After passing through the The Zimbabwe Exhibit at the Hartsfield-Jackson Atlanta Airport yesterday afternoon, a World Wildlife Fund poster brought back a powerful feeling I'd had the day before on the flight to Atlanta. The sound of a young child talking to its parent had provoked in me a profound sense of vulnerability. My heart went out to that child. I ached with the knowledge that it would not always be taken care of, that it was subject to wanton hurt, ill-treatment, even abandonment. How helpless are our children, how dependent on us our pets and even the livestock we raise...to slaughter. How vulnerable wild animals subject to legal hunters, to poachers, to each other.
    On the plane, I thought it was the child's vulnerability I felt. Stopped before the poster of the young elephant and its mother, I thought it was the vulnerability of the small elephant.
    I suspect now it was my own vulnerability that was trying to speak to me.

Sunday, April 15, 2012

Don't beat yourself up (I'll do it for you)

Apricot blossom
(photographed late January)
Because one of our flowering apricot trees is starting to overarch our rain gauge, my wife asked me to move the gauge.
    It's mounted on a four-by-four set atop a metal stanchion driven about eighteen inches into the ground, which is hard clay beneath the planting bed's conditioned top soil. It was a bear to pull the post out of the stanchion mount, and three bears to pull the stanchion out of the ground.
    To drive the stanchion back into the ground, about ten feet away, I mounted a shorter length of four-by-four, which I failed to notice fit more snugly than the four-by-four the rain gauge is screwed onto. It seemed to be going to be four or five bears to pull this four-by-four out of the stanchion mount.
    I ended up pulling the stanchion out of the ground (easy because I'd loosened the soil and not driven it in as far as before) and striking the four-by-four on a brick by holding the tapered end of the stanchion roughly the way I held a baseball bat as a boy.
    My wife came out to see what the racket was, and I gave voice to what I was thinking with each swing. "I don't seem to be able to do anything, without doing something stupid at some point."
    "Oh, don't beat yourself up," she said.
    I appreciated that. Nice to hear.
    "Why aren't you wearing safety glasses?"
    I'd actually already realized I'd left them in the garage, but hadn't bothered to go get them.
    "That's a stupid thing to do," she said.

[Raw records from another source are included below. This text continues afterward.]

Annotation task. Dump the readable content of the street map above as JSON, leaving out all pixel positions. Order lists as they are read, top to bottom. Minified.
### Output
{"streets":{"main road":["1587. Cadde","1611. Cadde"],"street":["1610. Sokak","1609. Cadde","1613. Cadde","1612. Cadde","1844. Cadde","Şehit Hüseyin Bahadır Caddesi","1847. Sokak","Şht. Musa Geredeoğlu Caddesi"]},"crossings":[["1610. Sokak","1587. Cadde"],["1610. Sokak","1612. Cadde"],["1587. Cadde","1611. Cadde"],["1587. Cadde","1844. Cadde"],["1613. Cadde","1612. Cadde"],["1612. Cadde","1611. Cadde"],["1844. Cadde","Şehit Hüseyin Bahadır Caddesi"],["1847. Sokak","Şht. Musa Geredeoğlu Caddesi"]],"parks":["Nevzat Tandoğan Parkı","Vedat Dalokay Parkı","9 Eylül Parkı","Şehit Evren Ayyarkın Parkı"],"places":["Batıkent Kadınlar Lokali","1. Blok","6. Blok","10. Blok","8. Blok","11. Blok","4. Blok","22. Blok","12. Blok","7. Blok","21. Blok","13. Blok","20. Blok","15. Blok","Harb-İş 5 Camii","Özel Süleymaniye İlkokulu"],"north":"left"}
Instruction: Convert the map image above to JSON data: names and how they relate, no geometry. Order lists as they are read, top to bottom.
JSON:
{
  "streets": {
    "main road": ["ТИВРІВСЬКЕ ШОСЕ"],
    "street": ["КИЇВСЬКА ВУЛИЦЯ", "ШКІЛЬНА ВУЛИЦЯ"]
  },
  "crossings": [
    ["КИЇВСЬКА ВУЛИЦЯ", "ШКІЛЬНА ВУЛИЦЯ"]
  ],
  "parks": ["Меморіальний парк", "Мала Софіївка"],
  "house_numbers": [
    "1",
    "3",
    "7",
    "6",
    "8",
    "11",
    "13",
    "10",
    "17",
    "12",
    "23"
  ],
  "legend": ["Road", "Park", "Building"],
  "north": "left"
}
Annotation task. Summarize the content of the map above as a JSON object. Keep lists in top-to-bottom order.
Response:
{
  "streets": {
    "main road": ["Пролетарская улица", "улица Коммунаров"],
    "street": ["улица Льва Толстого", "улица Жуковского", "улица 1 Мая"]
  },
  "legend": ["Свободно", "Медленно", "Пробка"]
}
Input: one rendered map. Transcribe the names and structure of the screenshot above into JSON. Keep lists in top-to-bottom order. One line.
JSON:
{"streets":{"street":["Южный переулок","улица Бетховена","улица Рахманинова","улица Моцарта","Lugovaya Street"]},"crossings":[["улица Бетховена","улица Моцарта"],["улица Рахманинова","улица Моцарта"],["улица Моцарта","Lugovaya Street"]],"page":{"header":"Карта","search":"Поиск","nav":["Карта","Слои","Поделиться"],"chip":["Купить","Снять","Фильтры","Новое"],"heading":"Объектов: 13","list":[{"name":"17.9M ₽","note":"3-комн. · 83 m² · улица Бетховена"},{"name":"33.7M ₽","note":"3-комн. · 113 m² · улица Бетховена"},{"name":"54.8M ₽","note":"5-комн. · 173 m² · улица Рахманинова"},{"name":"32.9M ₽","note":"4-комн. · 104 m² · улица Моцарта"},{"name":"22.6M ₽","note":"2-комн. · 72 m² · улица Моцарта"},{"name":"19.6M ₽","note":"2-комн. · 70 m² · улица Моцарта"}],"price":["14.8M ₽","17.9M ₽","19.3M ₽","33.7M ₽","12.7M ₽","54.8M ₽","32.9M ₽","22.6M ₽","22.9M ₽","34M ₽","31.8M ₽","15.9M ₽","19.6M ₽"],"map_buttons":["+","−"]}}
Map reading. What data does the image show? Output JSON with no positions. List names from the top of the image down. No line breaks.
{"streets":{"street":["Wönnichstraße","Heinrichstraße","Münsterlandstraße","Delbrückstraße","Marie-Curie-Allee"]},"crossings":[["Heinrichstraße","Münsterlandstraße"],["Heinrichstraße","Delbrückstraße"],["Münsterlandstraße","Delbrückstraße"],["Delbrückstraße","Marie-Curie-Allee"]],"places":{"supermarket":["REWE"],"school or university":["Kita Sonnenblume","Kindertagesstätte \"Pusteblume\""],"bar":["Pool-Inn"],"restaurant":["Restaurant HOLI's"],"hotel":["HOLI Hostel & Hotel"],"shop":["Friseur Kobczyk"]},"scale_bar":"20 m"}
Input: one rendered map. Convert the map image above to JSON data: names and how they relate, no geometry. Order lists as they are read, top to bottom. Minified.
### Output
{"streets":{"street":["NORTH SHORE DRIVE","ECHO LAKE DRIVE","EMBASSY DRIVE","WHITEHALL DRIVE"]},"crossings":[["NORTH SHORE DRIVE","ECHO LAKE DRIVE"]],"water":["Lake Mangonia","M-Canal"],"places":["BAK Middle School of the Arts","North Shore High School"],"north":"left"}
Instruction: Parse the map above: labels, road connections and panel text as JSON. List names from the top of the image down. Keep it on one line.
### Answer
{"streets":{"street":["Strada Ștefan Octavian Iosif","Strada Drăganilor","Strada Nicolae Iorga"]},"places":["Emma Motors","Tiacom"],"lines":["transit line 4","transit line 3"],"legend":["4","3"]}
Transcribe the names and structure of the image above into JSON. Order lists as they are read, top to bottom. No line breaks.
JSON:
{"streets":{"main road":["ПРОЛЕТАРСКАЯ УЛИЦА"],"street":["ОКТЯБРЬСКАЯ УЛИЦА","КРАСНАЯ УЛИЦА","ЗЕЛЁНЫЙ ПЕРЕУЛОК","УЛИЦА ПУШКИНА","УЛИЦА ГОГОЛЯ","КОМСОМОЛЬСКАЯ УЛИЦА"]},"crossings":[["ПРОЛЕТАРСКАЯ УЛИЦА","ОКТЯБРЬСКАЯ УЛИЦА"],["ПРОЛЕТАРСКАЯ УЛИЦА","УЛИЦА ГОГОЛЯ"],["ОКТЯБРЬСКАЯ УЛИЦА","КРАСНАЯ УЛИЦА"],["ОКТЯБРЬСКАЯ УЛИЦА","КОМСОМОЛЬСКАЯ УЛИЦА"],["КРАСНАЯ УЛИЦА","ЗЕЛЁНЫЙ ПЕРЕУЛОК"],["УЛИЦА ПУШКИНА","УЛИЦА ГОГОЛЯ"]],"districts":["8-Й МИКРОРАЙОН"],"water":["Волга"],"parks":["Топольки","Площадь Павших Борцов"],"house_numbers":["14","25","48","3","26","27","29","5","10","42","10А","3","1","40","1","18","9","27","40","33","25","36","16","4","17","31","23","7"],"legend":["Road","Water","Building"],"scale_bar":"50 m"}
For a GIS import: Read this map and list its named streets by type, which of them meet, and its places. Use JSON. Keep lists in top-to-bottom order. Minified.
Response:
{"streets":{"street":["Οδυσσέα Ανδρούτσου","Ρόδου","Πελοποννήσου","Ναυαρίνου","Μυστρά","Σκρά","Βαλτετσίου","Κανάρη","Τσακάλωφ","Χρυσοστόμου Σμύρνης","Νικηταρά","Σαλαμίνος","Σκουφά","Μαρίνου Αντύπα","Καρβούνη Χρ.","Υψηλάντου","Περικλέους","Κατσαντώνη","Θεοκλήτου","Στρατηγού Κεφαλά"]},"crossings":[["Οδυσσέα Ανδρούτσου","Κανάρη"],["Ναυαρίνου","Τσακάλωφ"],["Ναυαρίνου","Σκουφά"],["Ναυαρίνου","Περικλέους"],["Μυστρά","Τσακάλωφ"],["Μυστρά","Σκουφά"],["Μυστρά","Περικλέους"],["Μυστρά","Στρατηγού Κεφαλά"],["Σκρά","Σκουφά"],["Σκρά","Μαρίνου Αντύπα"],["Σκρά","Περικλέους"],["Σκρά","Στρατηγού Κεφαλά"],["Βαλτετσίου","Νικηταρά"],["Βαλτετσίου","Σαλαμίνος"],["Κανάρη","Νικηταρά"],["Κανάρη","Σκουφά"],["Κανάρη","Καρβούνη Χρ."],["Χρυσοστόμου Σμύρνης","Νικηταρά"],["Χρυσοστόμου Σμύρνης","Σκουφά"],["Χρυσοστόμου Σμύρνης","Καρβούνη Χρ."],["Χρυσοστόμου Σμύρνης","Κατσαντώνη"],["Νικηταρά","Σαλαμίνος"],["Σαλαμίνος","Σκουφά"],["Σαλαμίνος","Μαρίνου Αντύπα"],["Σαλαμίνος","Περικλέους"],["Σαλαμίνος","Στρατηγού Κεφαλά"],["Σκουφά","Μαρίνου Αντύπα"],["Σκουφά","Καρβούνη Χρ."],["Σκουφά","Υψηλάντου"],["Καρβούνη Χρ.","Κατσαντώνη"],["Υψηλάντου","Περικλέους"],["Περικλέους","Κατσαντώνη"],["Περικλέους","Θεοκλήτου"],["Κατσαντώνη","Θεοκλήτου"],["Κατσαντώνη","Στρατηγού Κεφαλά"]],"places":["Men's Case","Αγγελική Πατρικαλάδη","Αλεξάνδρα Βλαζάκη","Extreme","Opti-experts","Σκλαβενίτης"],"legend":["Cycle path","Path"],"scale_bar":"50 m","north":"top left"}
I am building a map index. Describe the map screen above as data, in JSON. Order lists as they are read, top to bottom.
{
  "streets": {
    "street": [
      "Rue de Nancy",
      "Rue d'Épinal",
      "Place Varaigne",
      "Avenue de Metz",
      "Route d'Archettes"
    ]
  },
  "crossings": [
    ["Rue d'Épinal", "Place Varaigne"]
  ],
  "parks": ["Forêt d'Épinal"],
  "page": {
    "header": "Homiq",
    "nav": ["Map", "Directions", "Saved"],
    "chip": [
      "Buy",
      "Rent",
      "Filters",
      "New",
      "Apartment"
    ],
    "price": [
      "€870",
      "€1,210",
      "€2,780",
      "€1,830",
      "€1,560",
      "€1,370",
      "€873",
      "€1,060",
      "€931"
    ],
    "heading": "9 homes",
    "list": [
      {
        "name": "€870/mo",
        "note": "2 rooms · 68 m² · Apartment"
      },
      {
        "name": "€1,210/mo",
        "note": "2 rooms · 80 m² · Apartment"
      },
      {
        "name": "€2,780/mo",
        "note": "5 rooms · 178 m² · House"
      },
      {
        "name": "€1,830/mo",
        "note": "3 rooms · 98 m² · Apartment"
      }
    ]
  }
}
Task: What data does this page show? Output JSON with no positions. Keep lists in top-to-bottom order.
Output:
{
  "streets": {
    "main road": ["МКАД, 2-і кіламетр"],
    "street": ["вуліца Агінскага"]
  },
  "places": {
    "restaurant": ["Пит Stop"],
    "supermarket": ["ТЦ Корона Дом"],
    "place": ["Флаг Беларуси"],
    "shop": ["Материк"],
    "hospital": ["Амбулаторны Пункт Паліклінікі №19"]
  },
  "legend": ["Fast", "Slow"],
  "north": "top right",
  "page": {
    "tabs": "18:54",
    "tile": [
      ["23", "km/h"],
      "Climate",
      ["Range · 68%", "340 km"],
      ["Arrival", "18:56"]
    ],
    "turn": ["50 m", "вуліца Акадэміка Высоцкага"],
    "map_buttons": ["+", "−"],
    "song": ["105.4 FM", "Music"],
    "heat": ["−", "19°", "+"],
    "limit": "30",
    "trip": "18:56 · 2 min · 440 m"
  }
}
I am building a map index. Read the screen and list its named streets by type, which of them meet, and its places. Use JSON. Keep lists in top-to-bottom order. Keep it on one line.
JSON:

I laid my "bat"down and went to get the safety glasses, reflecting on the way that I had no need to beat myself up, my wife would almost always do it for me.
    But she's earned the prerogative. We've been married forty-six years today.

Still fire

Last evening we had dinner with some friends in Carrboro, in their lovely, cavernous, cozily civilized home. We sat on their back-yard deck overlooking a few of their many bird feeders and their dense stand of bamboo, mesmerized by the flames of their Jolly Rancher grill, which leapt so high we almost had occasion to sing "Sire, Sire, pants on fire."
    We were all amazed at the variety of still images my Coolpix P300 could see even if none of us could:

[Click to enlarge]



















Wednesday, April 11, 2012

In ointment

Come on baby, rub it on, anoint it!
Make it slick, then hold it firm and point it.
    I'll slide it right in,
    Cram its full height in—
Oh my God, what a smooth entry ointment!

Sunday, April 1, 2012

The help

Octavia Spencer won the Oscar for
Best Supporting Actress in The Help
In Kathryn Stockett's novel The Help (but not in the Academy Award-nominated movie based on it), the character Minny Jackson's mother told Minny when she was fourteen, "Sit down on your behind, Minny, because I'm about to tell you the rules for working in a White Lady's house."
    Rule Number One included the advice, "Don't go crying to White Lady with your problems. You can't pay the light bill? Your feet are too sore? Remember one thing: white people are not your friends. They don't want to hear about it." [p. 38]
    Like most of the while folks (not all of them) depicted in The Help, many employers (most? nearly all?) are not their employees' friends either. When push comes to shove, their employees, too, are just "the help."
    I'm coming to know this well.

Of course, I can't tell you about it right now.
    But there are only thirty more days until retirement.